• WHAT THE EXERCISE ASKS:
All lines below containing the string "names" are to be copied.

• DATA SECTION:
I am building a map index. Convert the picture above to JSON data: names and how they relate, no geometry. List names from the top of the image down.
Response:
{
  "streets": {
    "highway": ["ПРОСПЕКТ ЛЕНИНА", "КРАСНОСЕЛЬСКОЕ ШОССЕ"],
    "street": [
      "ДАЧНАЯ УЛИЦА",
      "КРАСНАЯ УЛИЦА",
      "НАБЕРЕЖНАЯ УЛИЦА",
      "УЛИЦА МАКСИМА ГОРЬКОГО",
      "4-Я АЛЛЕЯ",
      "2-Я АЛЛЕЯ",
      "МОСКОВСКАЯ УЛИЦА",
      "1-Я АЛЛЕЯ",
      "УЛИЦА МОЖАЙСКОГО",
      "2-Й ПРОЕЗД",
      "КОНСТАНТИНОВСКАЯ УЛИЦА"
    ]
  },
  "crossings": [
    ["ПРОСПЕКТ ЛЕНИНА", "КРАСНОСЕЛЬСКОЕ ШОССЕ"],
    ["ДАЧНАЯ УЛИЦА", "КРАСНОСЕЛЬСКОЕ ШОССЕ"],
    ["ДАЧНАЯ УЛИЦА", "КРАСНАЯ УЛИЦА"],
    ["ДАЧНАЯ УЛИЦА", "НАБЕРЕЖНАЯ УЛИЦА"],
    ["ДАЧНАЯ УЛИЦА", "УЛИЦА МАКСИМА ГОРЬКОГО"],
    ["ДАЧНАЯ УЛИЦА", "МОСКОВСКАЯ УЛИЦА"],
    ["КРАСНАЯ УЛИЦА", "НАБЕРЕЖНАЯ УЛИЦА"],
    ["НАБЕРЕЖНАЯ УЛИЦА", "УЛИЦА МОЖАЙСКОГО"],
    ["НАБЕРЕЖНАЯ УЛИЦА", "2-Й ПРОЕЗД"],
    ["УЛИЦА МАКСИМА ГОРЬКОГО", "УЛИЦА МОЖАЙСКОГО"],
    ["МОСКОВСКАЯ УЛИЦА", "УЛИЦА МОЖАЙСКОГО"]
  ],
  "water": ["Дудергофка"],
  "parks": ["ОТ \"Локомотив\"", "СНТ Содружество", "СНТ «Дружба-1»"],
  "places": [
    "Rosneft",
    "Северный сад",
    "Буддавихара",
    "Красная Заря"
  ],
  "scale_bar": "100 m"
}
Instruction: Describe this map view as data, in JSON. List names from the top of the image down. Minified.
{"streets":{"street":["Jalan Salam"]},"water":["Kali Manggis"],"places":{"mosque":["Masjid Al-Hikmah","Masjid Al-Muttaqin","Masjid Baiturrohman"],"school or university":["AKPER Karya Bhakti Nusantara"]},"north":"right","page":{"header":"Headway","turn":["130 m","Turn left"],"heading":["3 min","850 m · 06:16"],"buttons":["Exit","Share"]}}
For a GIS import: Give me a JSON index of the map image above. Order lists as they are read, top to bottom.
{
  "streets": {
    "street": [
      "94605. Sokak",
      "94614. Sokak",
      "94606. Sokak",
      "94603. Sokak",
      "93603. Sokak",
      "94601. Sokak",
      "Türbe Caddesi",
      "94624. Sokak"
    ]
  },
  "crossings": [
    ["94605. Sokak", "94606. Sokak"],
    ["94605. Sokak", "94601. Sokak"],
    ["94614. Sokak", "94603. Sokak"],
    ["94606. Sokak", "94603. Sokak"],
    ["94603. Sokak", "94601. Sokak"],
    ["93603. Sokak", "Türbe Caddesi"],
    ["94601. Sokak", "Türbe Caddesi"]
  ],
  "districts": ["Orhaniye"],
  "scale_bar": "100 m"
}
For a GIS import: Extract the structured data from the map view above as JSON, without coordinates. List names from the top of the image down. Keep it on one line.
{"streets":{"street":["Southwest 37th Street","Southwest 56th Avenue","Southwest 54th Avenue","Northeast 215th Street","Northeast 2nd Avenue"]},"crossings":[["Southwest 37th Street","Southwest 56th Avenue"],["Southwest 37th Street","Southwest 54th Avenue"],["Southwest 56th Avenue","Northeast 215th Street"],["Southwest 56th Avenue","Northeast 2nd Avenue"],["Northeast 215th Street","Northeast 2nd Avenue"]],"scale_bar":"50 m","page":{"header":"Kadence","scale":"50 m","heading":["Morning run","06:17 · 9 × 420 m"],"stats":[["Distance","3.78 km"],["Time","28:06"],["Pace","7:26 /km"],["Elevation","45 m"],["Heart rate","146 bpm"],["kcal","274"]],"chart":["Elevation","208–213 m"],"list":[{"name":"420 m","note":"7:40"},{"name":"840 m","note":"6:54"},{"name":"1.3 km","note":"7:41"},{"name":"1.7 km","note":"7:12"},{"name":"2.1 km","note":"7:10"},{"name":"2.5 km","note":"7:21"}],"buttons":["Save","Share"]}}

• ANSWER:
I am building a map index. Convert the picture above to JSON data: names and how they relate, no geometry. List names from the top of the image down.
Instruction: Describe this map view as data, in JSON. List names from the top of the image down. Minified.
For a GIS import: Extract the structured data from the map view above as JSON, without coordinates. List names from the top of the image down. Keep it on one line.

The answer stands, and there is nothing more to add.